» **Requirement**
The line containing "y1]. Order them by their top edge." marks the end, so write out exactly every line from the top of the entries below through that one.

--------------------

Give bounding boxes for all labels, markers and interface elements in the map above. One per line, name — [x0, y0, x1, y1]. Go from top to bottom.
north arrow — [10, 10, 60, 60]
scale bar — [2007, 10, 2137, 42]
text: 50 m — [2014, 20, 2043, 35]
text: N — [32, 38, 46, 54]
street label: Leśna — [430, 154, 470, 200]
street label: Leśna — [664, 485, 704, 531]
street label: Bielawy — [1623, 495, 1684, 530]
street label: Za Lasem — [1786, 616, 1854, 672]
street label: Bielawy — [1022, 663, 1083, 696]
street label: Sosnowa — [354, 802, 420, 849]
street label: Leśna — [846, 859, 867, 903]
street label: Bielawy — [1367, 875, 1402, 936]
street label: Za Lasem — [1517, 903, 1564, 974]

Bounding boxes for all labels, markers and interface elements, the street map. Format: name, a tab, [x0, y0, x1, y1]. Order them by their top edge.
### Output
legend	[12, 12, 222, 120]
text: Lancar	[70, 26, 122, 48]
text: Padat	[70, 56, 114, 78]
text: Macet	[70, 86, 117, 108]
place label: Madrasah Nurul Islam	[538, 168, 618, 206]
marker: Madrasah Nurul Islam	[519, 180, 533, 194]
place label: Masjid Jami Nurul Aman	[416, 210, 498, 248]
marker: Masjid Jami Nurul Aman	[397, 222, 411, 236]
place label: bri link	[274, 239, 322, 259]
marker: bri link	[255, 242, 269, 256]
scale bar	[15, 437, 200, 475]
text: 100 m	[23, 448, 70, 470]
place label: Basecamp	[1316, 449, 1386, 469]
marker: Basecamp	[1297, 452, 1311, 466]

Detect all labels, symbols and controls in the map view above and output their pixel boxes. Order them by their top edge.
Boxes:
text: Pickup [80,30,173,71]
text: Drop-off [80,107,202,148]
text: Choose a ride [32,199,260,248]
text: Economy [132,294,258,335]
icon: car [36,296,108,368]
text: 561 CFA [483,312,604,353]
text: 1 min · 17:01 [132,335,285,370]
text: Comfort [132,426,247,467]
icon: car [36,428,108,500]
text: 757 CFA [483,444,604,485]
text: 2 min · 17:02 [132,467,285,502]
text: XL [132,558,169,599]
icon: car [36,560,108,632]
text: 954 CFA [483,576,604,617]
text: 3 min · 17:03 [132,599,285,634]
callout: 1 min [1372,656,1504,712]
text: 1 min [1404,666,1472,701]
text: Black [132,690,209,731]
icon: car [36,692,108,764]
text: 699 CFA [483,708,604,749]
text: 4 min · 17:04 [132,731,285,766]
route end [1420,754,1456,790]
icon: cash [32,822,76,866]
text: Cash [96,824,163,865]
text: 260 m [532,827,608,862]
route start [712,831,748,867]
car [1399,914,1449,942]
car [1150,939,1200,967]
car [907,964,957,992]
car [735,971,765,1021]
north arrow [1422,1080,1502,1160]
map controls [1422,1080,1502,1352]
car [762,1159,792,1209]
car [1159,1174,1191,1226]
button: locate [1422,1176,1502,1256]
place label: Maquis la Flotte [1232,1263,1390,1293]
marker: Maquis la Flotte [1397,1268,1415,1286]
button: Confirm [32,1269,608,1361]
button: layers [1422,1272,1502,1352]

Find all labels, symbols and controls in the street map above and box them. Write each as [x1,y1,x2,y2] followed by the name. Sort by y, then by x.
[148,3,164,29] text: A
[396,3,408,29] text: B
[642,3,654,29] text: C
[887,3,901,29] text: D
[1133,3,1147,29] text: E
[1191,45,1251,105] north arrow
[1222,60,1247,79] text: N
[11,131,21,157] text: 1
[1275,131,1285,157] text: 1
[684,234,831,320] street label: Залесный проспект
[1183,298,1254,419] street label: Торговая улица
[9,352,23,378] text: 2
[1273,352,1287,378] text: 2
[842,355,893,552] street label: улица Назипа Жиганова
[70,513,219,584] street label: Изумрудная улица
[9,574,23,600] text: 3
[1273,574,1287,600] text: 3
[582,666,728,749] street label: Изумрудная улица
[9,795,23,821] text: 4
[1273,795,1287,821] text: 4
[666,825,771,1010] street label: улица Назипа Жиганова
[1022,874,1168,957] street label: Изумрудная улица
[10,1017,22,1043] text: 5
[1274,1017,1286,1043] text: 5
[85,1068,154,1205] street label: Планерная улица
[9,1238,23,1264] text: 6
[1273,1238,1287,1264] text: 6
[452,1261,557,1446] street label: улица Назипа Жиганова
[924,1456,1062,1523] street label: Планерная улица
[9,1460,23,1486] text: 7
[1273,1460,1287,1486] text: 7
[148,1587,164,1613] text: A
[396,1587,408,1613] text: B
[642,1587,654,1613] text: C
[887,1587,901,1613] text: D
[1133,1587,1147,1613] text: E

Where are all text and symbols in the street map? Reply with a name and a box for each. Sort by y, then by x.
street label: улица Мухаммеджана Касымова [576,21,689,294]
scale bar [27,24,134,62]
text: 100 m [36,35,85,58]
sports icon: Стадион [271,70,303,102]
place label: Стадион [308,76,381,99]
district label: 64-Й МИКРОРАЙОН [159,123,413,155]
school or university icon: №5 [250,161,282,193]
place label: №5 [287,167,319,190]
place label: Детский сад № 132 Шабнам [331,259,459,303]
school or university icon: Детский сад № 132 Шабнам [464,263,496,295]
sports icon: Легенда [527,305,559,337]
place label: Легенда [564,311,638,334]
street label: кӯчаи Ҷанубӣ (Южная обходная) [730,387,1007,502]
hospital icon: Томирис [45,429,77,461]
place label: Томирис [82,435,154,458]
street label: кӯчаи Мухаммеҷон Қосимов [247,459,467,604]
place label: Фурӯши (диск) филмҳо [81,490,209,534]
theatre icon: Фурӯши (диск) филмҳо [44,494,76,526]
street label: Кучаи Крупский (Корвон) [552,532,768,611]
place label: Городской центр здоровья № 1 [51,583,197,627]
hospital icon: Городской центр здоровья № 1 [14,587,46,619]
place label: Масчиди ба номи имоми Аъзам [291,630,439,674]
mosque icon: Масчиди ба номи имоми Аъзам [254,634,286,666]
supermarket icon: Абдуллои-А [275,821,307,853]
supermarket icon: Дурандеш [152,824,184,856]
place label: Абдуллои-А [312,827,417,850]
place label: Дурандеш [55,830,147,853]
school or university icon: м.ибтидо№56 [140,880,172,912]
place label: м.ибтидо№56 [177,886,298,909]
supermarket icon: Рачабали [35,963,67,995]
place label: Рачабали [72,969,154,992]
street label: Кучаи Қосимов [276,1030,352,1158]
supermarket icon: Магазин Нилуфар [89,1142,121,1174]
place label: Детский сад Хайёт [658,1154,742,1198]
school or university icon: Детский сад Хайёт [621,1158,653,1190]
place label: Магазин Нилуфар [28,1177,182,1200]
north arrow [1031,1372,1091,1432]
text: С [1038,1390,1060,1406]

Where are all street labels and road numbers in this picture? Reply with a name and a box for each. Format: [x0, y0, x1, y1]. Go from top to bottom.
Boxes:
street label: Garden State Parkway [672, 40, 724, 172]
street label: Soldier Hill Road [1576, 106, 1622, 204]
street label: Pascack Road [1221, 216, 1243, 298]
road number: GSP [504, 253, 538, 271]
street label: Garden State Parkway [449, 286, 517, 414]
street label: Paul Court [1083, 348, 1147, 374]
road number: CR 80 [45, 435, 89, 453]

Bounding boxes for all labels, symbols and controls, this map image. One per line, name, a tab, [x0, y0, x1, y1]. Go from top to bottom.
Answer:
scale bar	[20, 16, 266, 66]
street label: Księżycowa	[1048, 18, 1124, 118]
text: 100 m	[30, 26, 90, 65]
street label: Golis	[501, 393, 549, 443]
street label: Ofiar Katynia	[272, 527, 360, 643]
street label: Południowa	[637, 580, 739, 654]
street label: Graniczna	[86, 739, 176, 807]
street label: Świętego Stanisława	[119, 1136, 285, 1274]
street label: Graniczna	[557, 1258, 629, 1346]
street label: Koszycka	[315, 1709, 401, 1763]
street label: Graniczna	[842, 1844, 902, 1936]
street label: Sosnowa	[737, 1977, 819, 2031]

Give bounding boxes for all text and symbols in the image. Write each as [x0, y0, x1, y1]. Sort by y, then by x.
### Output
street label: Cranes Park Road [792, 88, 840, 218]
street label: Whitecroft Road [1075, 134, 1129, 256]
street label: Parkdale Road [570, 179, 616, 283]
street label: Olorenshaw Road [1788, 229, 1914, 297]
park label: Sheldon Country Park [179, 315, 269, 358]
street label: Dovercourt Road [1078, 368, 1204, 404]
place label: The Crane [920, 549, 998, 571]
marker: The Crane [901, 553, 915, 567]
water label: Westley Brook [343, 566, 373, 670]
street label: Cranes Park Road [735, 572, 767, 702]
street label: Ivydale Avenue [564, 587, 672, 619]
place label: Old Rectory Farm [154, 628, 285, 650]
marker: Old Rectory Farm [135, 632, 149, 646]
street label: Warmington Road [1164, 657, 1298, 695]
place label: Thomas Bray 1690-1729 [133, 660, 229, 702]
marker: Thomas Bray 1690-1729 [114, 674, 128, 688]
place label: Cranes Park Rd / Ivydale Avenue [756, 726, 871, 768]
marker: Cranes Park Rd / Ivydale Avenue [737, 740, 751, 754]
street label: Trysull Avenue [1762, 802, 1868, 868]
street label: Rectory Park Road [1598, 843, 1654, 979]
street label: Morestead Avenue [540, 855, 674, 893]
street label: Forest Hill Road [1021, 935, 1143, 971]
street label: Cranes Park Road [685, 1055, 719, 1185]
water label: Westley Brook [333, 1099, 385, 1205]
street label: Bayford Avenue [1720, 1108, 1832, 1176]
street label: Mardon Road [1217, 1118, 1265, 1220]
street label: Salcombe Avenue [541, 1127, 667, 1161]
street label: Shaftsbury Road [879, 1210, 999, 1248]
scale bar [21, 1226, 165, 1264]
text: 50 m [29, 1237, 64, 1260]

--------------------

» **Finished exercise**
Give bounding boxes for all labels, markers and interface elements in the map above. One per line, name — [x0, y0, x1, y1]. Go from top to bottom.
north arrow — [10, 10, 60, 60]
scale bar — [2007, 10, 2137, 42]
text: 50 m — [2014, 20, 2043, 35]
text: N — [32, 38, 46, 54]
street label: Leśna — [430, 154, 470, 200]
street label: Leśna — [664, 485, 704, 531]
street label: Bielawy — [1623, 495, 1684, 530]
street label: Za Lasem — [1786, 616, 1854, 672]
street label: Bielawy — [1022, 663, 1083, 696]
street label: Sosnowa — [354, 802, 420, 849]
street label: Leśna — [846, 859, 867, 903]
street label: Bielawy — [1367, 875, 1402, 936]
street label: Za Lasem — [1517, 903, 1564, 974]

Bounding boxes for all labels, markers and interface elements, the street map. Format: name, a tab, [x0, y0, x1, y1]. Order them by their top edge.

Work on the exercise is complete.